Let's be honest here: Hooten and the Lady isn't the most original series to come out on Sky 1, and nor is it the sort of thing TV channels seem to want to commission anymore. It seems to be an almost out of time piece of TV that feels more at home several years ago in the Saturday evening family drama faze of Doctor Who, Primeval, Merlin and numerous others. Perhaps this means that it'll have greater appeal, but given Sky 1's limited audience - and the terrible choice of a Friday post-watershed slot - it just seems a bit bizarre for Hooten and the Lady.

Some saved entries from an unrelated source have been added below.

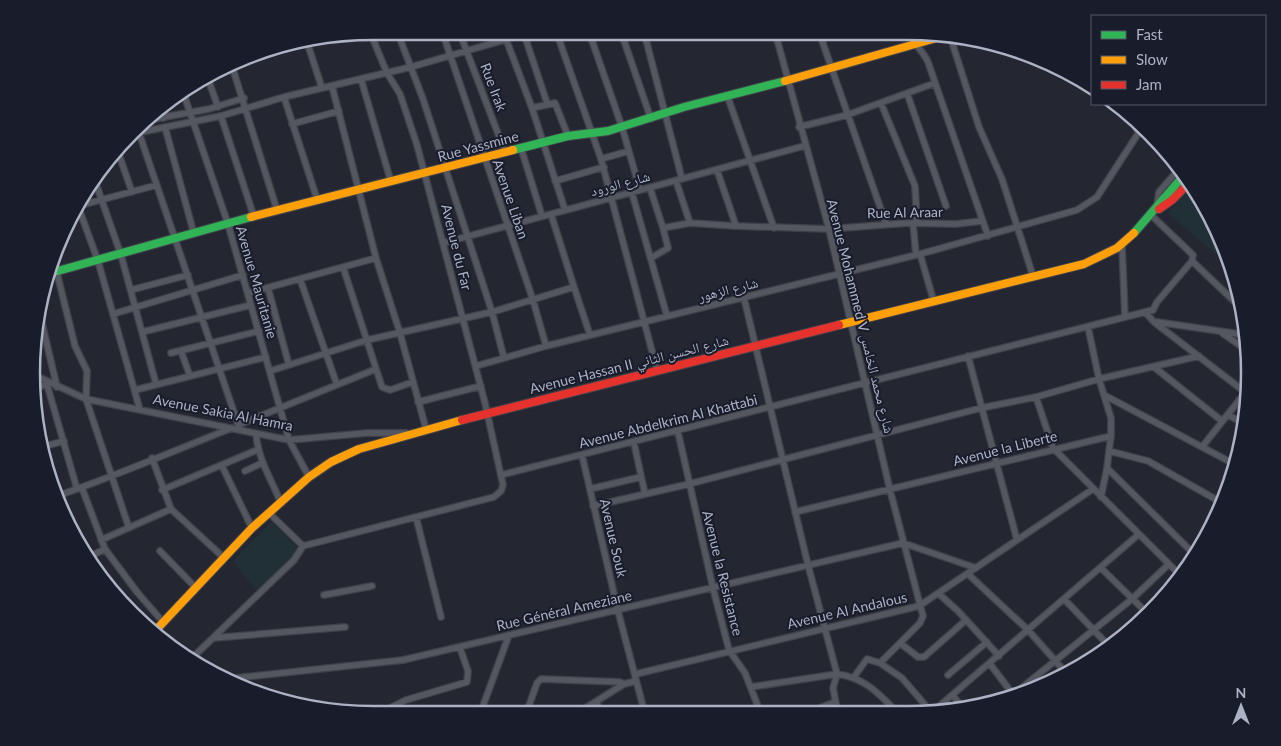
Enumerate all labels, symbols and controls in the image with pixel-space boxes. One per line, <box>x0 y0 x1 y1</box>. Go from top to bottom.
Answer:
legend <box>1091 15 1266 105</box>
text: Fast <box>1136 25 1163 43</box>
text: Slow <box>1136 50 1168 68</box>
street label: Rue Irak <box>477 61 511 114</box>
text: Jam <box>1136 75 1162 93</box>
street label: Rue Yassmine <box>436 127 520 165</box>
street label: Avenue Liban <box>489 157 533 241</box>
street label: شارع الورود <box>588 167 652 201</box>
street label: Avenue Mohammed V شارع محمد الخامس <box>822 197 898 435</box>
street label: Avenue du Far <box>438 202 476 292</box>
street label: Rue Al Araar <box>867 203 943 221</box>
street label: Avenue Mauritanie <box>233 224 281 340</box>
street label: شارع الزهور <box>695 273 760 307</box>
street label: Avenue Hassan II شارع الحسن الثاني <box>528 331 731 400</box>
street label: Avenue Sakia Al Hamra <box>152 390 294 434</box>
street label: Avenue Abdelkrim Al Khattabi <box>577 391 759 451</box>
street label: Avenue la Liberte <box>951 427 1059 469</box>
street label: Avenue Souk <box>597 497 632 580</box>
street label: Avenue la Resistance <box>699 508 747 638</box>
street label: Rue Général Ameziane <box>495 586 633 634</box>
street label: Avenue Al Andalous <box>785 588 909 632</box>
north arrow <box>1216 681 1266 731</box>
text: N <box>1236 684 1246 701</box>

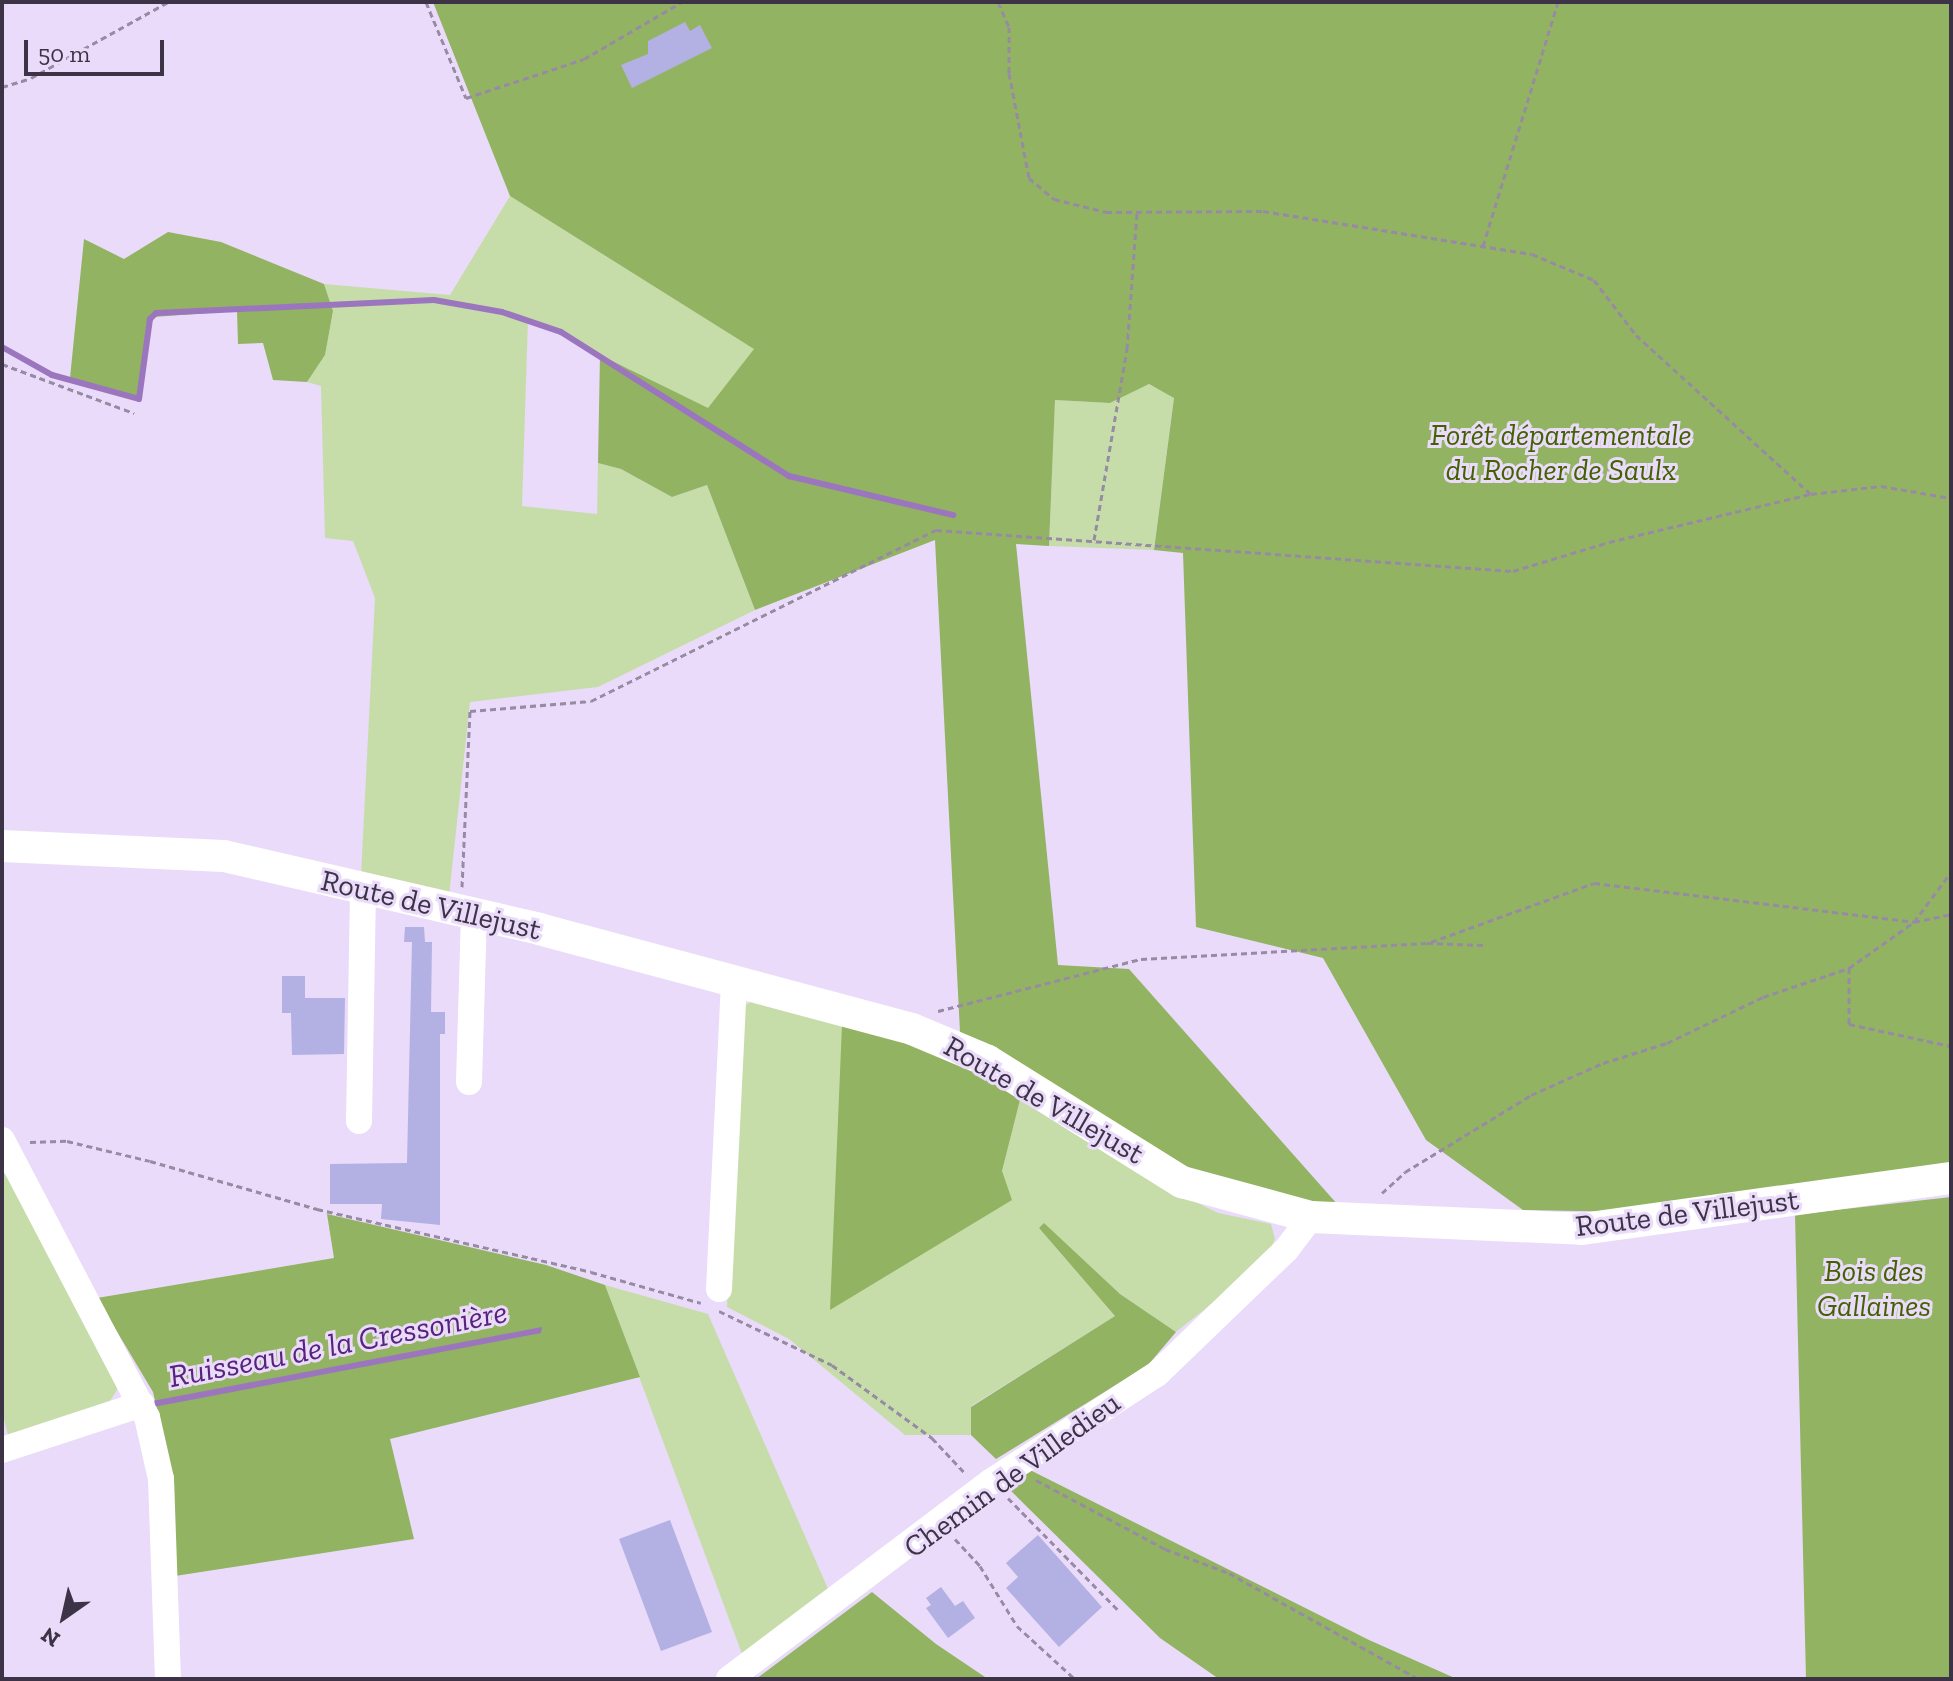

So the plot follows British Museum expert Alex (the titular lady, played by Elementary's Ophelia Lovibond) joining forces with American adventurer Hooten (played by some guy I've never heard of) to make basically a TV-budget Indiana Jones homage. Mix it in with a modern setting and an even more forgettable antagonist than you ever thought possible, Hooten and the Lady probably sounds very familiar, and if the two leads get together at the end of the series...well, that sounds very familiar as well.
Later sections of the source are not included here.